# What the task asks
Note each line in the data holding the string "JSON" and report it.

# Material shown
--- START ---
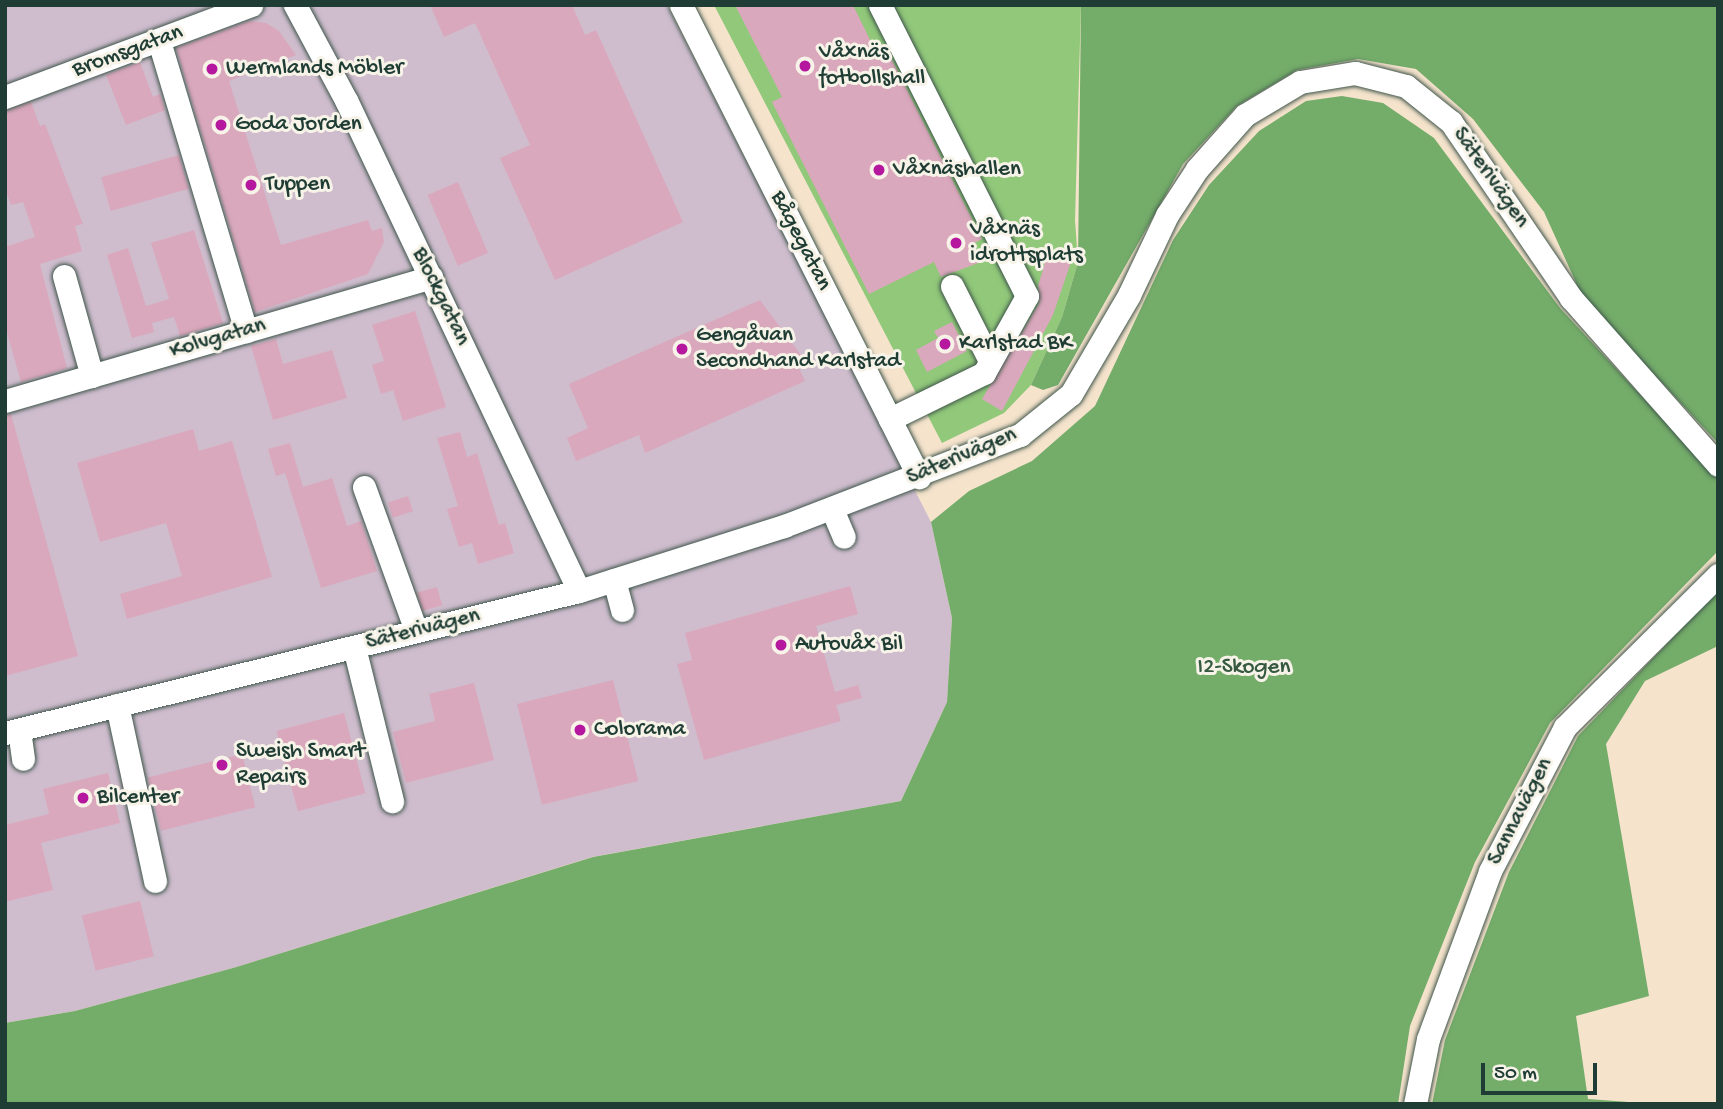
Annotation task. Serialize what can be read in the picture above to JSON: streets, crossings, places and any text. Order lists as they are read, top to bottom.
--- END ---
--- START ---
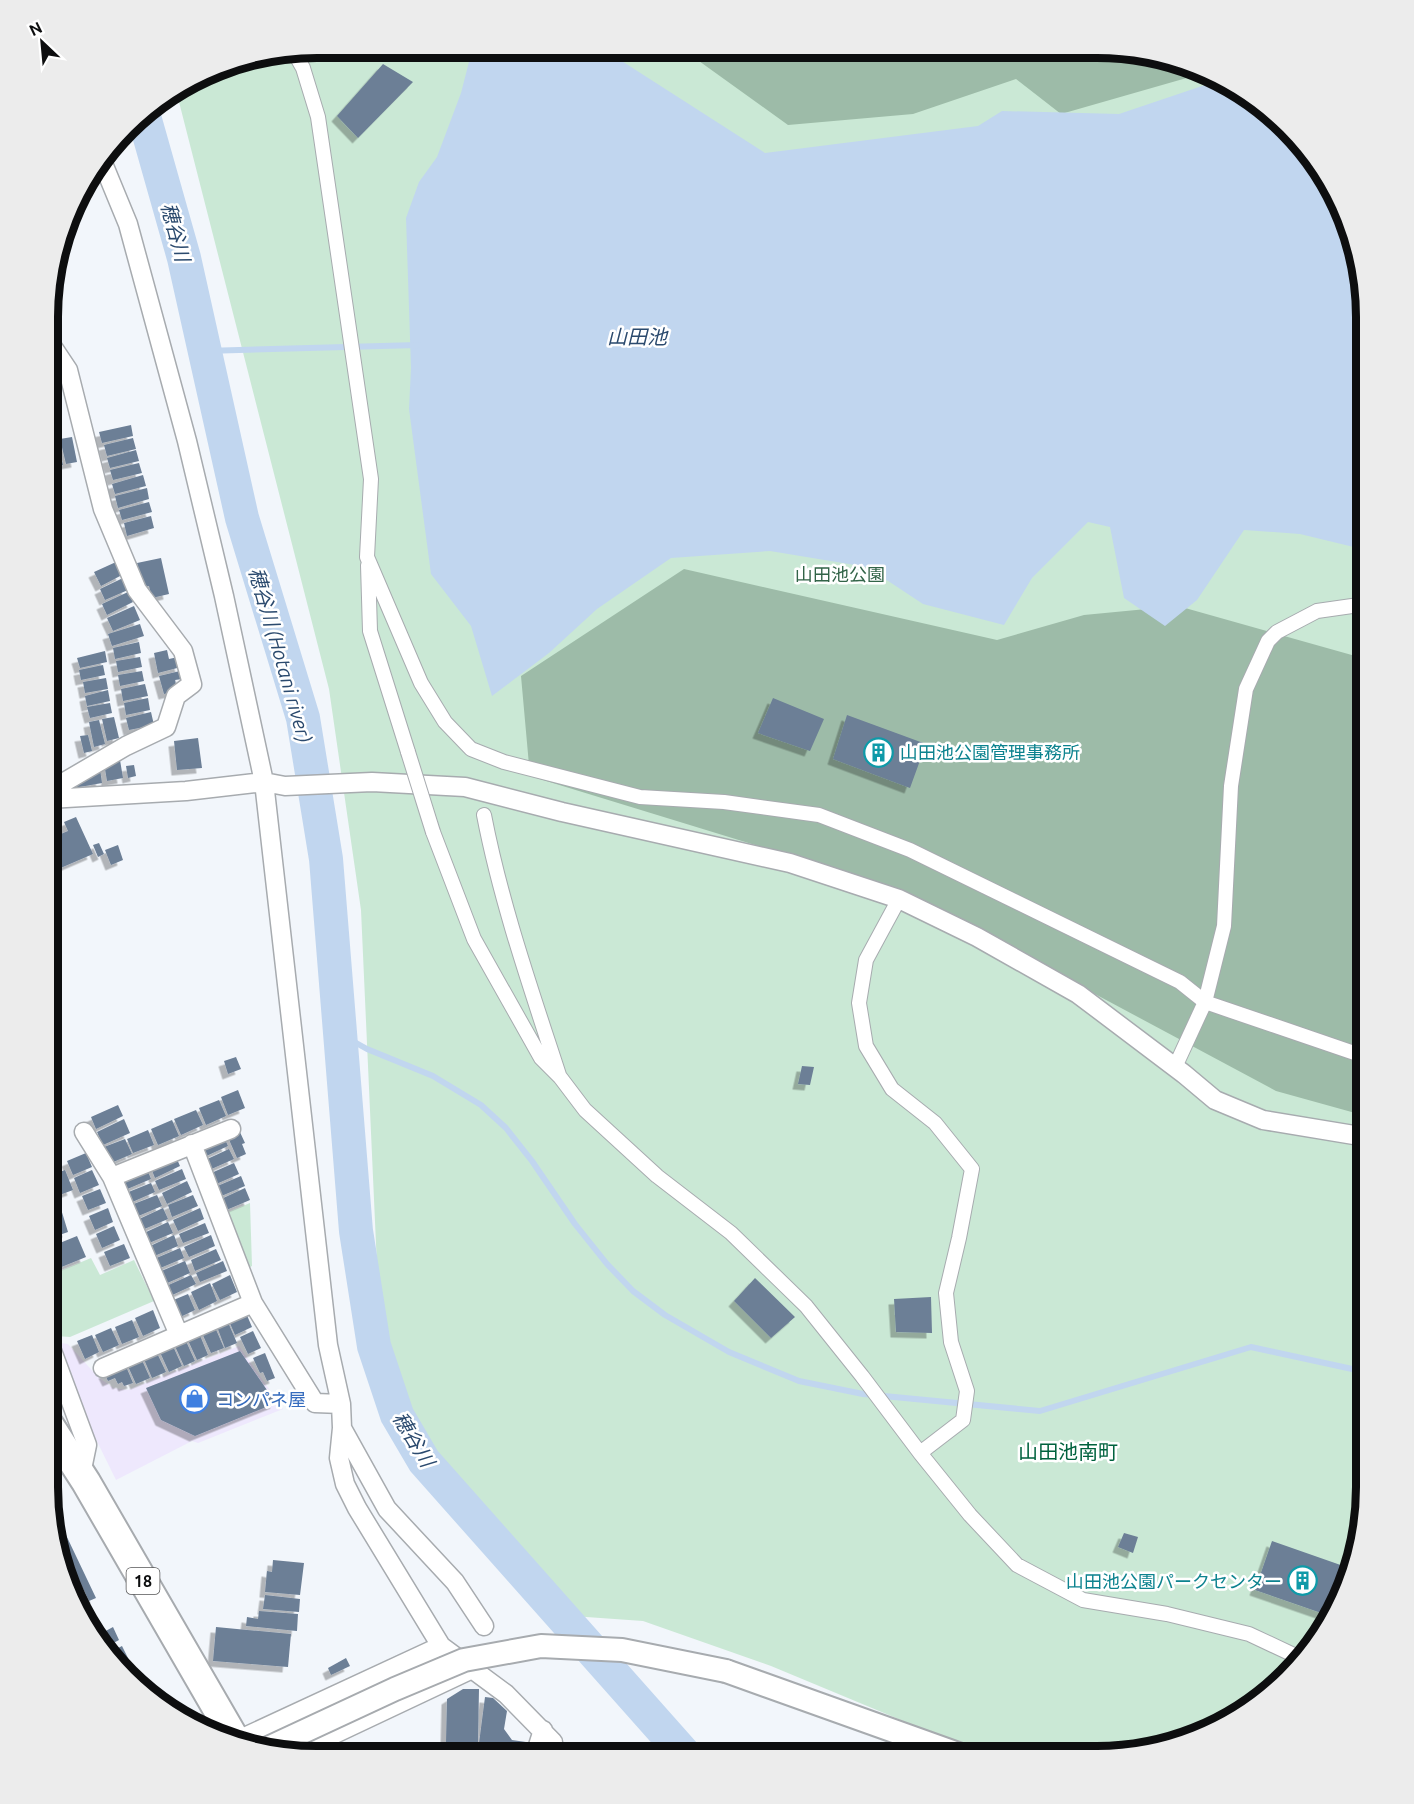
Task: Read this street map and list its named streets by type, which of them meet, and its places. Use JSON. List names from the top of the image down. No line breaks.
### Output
--- END ---
# Exercise solution
Annotation task. Serialize what can be read in the picture above to JSON: streets, crossings, places and any text. Order lists as they are read, top to bottom.
Task: Read this street map and list its named streets by type, which of them meet, and its places. Use JSON. List names from the top of the image down. No line breaks.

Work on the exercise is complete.